= Hay Al-Sihah =

Hay Al-Sihah is a district that lies to the south of Dora, Baghdad Section, north of Abo-Dsheer and to the south of the highway that connects Al-Saidiya with Baghdad Al-Jadida (New Baghdad). Hay Al-Sihah means the Health District. It was given this name from a government housing program designed to house health department employees in the district.
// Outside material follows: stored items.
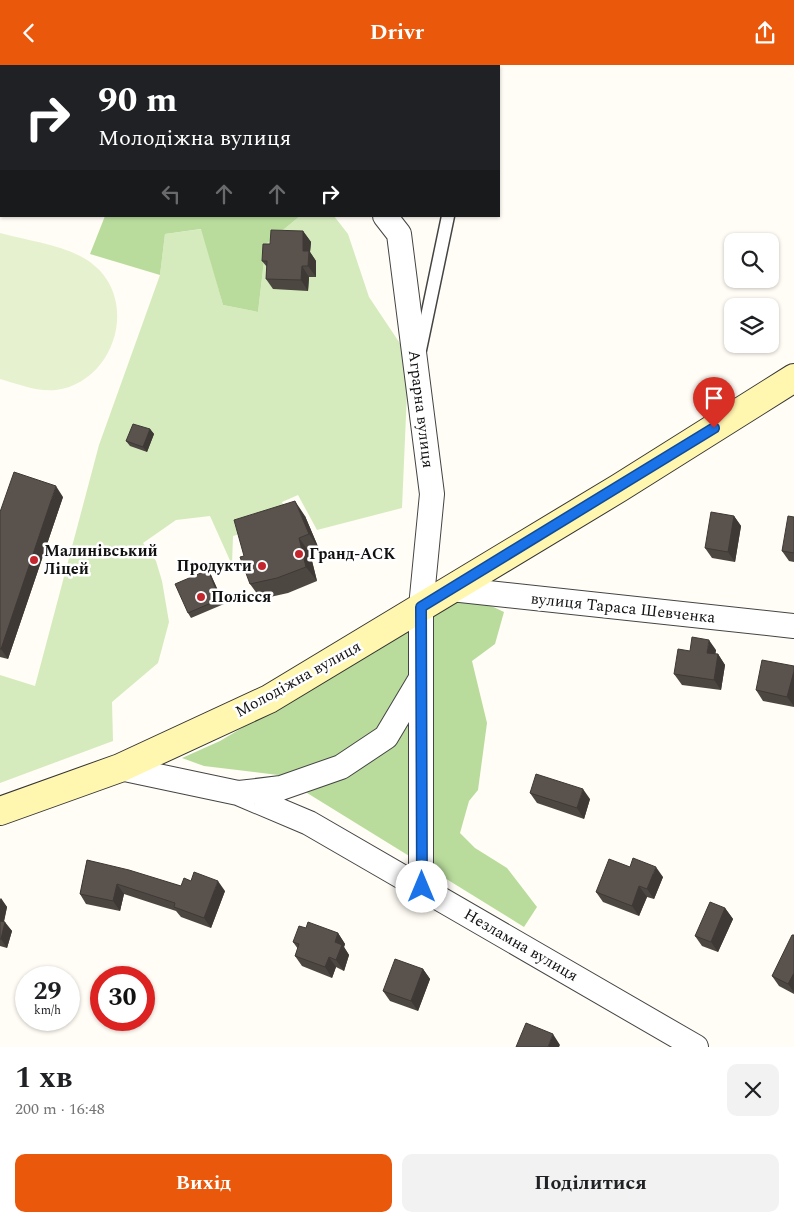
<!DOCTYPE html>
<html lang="uk">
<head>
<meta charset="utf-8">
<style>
	body { margin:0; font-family:Spectral,serif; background:#f2f2f2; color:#202124; height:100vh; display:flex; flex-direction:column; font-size:19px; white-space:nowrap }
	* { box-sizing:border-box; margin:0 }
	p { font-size:16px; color:#757577 }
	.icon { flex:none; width:28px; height:28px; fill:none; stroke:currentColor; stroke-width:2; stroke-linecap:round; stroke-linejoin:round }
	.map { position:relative; height:982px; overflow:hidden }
	.sheet { display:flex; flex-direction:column; background:#fff; flex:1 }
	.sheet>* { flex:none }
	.guide { position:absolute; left:0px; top:0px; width:500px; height:152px; box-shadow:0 1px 4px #0004; background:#202124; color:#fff; overflow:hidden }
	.fabs { position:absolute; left:724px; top:168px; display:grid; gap:10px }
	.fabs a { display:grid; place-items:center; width:55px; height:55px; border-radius:10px; background:#fff; box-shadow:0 1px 4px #0004; font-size:25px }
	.speed { position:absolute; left:15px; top:901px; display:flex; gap:10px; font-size:25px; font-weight:700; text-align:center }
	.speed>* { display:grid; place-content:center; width:65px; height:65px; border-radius:50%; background:#fff; box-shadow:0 1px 4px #0004; line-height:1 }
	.speed small { font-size:12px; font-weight:400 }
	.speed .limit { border:8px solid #d22; background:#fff; color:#111 }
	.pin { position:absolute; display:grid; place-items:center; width:42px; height:42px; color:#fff; margin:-51px -21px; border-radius:50% 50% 50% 0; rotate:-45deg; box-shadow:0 0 5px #0007 }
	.pin .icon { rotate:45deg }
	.me { position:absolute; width:55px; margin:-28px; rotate:0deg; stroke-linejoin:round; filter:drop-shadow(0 0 4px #0008) }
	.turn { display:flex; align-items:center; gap:18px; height:105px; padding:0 15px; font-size:22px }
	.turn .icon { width:65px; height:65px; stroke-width:2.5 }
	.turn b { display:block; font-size:35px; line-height:42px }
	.lanes { display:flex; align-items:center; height:48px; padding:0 15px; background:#0003; justify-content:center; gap:25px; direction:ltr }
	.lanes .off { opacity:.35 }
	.round { display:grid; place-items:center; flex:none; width:52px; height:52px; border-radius:10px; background:#f2f2f2 }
	.overview { display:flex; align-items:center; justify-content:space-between; height:85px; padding:0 15px }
	h1 { font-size:30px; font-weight:700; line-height:38px }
	.cta { display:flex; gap:10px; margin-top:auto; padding:10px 15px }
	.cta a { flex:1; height:58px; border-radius:10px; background:#ea580c; color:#fff; font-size:20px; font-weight:700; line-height:58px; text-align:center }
	.cta a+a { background:#f2f2f2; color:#202124 }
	header { display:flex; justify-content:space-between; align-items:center; height:65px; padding:0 15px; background:#ea580c; color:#fff; font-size:22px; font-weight:700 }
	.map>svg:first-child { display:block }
	.green { fill:#d5ebbd }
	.forest { fill:#b9dc9c }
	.pitch { fill:#e6f2cf }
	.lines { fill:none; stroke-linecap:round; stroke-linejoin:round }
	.lane-casing { stroke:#444; stroke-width:15 }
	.street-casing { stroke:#444; stroke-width:26 }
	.secondary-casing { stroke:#333; stroke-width:30 }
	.lane { stroke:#fff; stroke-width:12 }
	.street { stroke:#fff; stroke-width:24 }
	.secondary { stroke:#fff6b0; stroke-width:28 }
	.wall { fill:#4d4742 }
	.shaded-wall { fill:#3f3936 }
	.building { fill:#5a524d; stroke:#3f3936 }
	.route-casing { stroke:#114b97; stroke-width:12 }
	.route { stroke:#1a73e8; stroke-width:9 }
	.poi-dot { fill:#c4262e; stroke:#fff; stroke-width:2 }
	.labels { text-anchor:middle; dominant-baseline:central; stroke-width:5; stroke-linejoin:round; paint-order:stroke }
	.street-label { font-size:16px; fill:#111; stroke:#fff }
	.poi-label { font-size:16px; font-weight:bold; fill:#111; stroke:#fff; text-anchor:start }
</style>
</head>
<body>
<header><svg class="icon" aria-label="back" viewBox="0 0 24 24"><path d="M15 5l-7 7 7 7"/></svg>Drivr<svg class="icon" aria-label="share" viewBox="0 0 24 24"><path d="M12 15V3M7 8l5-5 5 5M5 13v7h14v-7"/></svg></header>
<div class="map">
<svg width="794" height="982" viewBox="0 0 794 982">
	<rect width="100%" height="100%" fill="#fffdf5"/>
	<path class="green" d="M 300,151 L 334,151 L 348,169 L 369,232 L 405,286 L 408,304 L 402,443 L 317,465 L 298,430 L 282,437 L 289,454 L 233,471 L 232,500 L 210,451 L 176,455 L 143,478 L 156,496 L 162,516 L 169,557 L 158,598 L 112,637 L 113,676 L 0,718 L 0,610 L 35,621 L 99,380 L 160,210 L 165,169 L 202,164 L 223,240 L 258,247 L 266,179 Z"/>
	<path class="forest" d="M 105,151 L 300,151 L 266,179 L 258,247 L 223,240 L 201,164 L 165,169 L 160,210 L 90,189 Z
		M 466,529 L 504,547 L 495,579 L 472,596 L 487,658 L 478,725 L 469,736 L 460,768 L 475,783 L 507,803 L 537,842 L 524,862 L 278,710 L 204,701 L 182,693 L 220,676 Z"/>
	<path class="pitch" d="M 0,168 C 29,176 66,180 90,197 C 141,234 115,317 56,325 C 37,327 18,319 0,314 Z"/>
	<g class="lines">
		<defs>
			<path id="lane" d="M 474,1 L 474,0
				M 420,285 L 448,151"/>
			<path id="street" d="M 208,0 L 209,1
				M 385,151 L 399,169 L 432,429 L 421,542 L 421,822
				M 451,524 L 794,561
				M 120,703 L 238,728 L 309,758 L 696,982
				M 239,728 L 281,723 L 341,702 L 386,672 L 420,615"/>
			<path id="secondary" d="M 0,746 L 120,703 L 269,634 L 619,423 L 794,313"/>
		</defs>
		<use href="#lane" class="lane-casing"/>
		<use href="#street" class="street-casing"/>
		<use href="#secondary" class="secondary-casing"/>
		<use href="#lane" class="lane"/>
		<use href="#street" class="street"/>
		<use href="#secondary" class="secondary"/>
	</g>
	<path class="wall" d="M 303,166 L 311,177 L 310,187 L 316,196 L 316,212 L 309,212 L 308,226 L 273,224 L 266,214 L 267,202 L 262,196 L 270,179 Z
		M 150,364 L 154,369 L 147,387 L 130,381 L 126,376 Z
		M 63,432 L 8,594 L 0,592 L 0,447 Z
		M 305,451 L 319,484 L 310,488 L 317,516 L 288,528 L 261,534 L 250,519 L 244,491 Z
		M 734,451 L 741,461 L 735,497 L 712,493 L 705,483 Z
		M 794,452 L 794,497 L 789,496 L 782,486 Z
		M 208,505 L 211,510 L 224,539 L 191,553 L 188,548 Z
		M 716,585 L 715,589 L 718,589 L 725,600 L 721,625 L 682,620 L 674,609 L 690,586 Z
		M 794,601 L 794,642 L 763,636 L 756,625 Z
		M 530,728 L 590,734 L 584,754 L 537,738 Z
		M 87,795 L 181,821 L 225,826 L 211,863 L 181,852 L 176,846 L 124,829 L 120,846 L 86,839 L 80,829 Z
		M 630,802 L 663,812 L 654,834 L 647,832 L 639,851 L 603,837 L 596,827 Z
		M 0,833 L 7,842 L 4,857 L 12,866 L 7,883 L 0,881 Z
		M 725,843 L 733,854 L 718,887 L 702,881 L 695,871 Z
		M 306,863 L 338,868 L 345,879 L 344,882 L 349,890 L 344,906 L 336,902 L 332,913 L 302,901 L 295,891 L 298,884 L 293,877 Z
		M 794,870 L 794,929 L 779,921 L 772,911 Z
		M 423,904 L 430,914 L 418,946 L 390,936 L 383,926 Z"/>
	<path class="shaded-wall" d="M 303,166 L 311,177 L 310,187 L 316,196 L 316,212 L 308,201 L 303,186 Z
		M 302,201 L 309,212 L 308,226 L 301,215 Z
		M 150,364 L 154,369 L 147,387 L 143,382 Z
		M 56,421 L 63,432 L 8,594 L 1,584 Z
		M 295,436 L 305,451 L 319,484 L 309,469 Z
		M 734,451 L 741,461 L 735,497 L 728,487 Z
		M 299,473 L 310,488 L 317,516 L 306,502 Z
		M 208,505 L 211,510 L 224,539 L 220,534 Z
		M 709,575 L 716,585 L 714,598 L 707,588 Z
		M 718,589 L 725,600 L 721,625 L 714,615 Z
		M 794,606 L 794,641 L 787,632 Z
		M 583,724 L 590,734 L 584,754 L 577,743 Z
		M 656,802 L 663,812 L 654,834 L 647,824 Z
		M 218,816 L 225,826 L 211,863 L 204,853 Z
		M 117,819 L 124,829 L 120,846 L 113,836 Z
		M 639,821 L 647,832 L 639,851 L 632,841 Z
		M 1,833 L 7,842 L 2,864 L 0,861 L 0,837 Z
		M 725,843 L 733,854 L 718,887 L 711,877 Z
		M 5,857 L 12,866 L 7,883 L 1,874 Z
		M 338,868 L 345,879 L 344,882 L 349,890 L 344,906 L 336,895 L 335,877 Z
		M 329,892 L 336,902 L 332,913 L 325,902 Z
		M 423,904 L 430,914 L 418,946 L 411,936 Z
		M 794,908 L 794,927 L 788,919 Z
		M 553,969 L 560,980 L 559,982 L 548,982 Z"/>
	<path class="building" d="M 271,165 L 303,166 L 303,186 L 309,186 L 308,201 L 302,201 L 301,215 L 266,214 L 267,196 L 262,196 L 263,179 L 270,179 Z
		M 133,359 L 150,364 L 143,382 L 126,376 Z
		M 14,407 L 56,421 L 1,584 L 0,584 L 0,447 Z
		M 295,436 L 309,469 L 299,473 L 306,502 L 277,513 L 250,519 L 240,492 L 244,491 L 234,455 Z
		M 711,447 L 734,451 L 728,487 L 705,483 Z
		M 788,451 L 794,452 L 794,488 L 782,486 Z
		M 208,505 L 220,534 L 188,548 L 175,519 Z
		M 692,572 L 709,575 L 707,588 L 718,589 L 714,615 L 674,609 L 678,584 L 690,586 Z
		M 762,595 L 794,601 L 794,606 L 787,632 L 756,625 Z
		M 536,709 L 583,724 L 577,743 L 530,728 Z
		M 633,793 L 656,802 L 647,824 L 639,821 L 632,841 L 596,827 L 609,794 L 630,802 Z
		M 87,795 L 129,805 L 181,821 L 184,813 L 191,816 L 194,807 L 218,816 L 204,853 L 174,842 L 175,838 L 117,819 L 113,836 L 80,829 Z
		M 710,837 L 725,843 L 711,877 L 695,871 Z
		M 0,856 L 5,857 L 1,874 L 0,874 Z
		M 308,857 L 338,868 L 335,877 L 342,880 L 336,895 L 329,892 L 325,902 L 295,891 L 299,879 L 293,877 L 299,861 L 306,863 Z
		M 792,870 L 794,870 L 794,908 L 788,919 L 772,911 Z
		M 395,894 L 423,904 L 411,936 L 383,926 Z
		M 526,958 L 553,969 L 548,982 L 516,982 Z"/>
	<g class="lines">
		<defs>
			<path id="route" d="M 422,822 L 421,542 L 714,363"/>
		</defs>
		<use href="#route" class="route-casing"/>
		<use href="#route" class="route"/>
	</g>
	<g class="poi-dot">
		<circle cx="299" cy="489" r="5"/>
		<circle cx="34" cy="495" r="5"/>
		<circle cx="262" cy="501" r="5"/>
		<circle cx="201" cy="532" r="5"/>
	</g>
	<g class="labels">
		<g class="street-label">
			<text transform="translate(421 344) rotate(83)">Аграрна вулиця</text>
			<text transform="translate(623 543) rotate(6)">вулиця Тараса Шевченка</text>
			<text transform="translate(298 614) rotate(-29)">Молодіжна вулиця</text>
			<text transform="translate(521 880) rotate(30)">Незламна вулиця</text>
		</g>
		<g class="poi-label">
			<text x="44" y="486">Малинівський<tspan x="44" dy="18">Ліцей</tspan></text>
			<text x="309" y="489">Гранд-АСК</text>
			<text x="252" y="501" text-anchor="end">Продукти</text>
			<text x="211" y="532">Полісся</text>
		</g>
	</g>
</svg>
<div class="fabs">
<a><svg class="icon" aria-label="search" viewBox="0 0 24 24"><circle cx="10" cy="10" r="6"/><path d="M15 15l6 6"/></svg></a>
<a><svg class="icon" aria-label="layers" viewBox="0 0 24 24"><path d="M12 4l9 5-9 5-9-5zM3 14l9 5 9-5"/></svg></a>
</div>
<div class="speed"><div>29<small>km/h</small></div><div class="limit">30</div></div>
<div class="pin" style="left:714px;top:363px;background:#d93025"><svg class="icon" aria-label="arrive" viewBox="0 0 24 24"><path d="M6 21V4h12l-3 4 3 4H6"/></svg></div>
<svg class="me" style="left:422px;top:822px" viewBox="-20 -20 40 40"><circle r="19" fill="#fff"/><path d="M0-13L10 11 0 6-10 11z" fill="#1a73e8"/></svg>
<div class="guide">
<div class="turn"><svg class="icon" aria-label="right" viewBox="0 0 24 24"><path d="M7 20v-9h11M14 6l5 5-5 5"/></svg><div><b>90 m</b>Молодіжна вулиця</div></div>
<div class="lanes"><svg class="icon off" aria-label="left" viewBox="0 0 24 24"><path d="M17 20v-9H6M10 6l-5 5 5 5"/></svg><svg class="icon off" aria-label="ahead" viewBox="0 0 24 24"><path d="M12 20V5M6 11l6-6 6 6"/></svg><svg class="icon off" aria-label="ahead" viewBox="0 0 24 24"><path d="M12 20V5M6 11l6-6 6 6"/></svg><svg class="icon" aria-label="right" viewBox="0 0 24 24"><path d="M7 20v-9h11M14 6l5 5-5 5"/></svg></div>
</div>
</div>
<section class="sheet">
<div class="overview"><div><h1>1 хв</h1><p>200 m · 16:48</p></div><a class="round"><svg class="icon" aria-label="close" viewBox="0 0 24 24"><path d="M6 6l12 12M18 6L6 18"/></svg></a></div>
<div class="cta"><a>Вихід</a><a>Поділитися</a></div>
</section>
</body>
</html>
This program stopped in the mid-2000s and properties were sold to all the citizens living in Baghdad in public auctions.

==Regions and Zones==

Sihah District contains three main parts:

- Beyout (Residence) is the part of Sihah that forms the line between Share' 60 (street 60) from the east and the 'Emarat from the west and between the highway from the north to Abo-Dsheer to the south contains approximately more than 1000 residences and the most famous street in this part is El-Share' El-'Areeth (or the wide street, which is about 40m wide) which divides the part into two major areas, and it is used to inform the people where do you live only, after the war and specifically at 2007 this street used to distinguish the citizens to the Shia and Sunnah and after a while that distinguish has been disappeared.
- 'Emarat (Buildings Compounds), which is the second main part of the district and lies to the west of the residence area and to part of the highway that connects Baghdad to Karbala and Hilla to the east it is a well known part of Baghdad to the resident people in Baghdad and most of the resident citizens there are Arab citizens mostly from Palestine and Sudan.
- AL-Kafa'at (Residence) is the most recent part of the district lies to the north of the compound, it was distributed to the Competent Officers in the ex-Iraqi Army, but it have been randomly built and lost its original map.

==After 2003==

Hay Al-Sihah is part of Dora, Baghdad, which has the largest composition of population in Baghdad.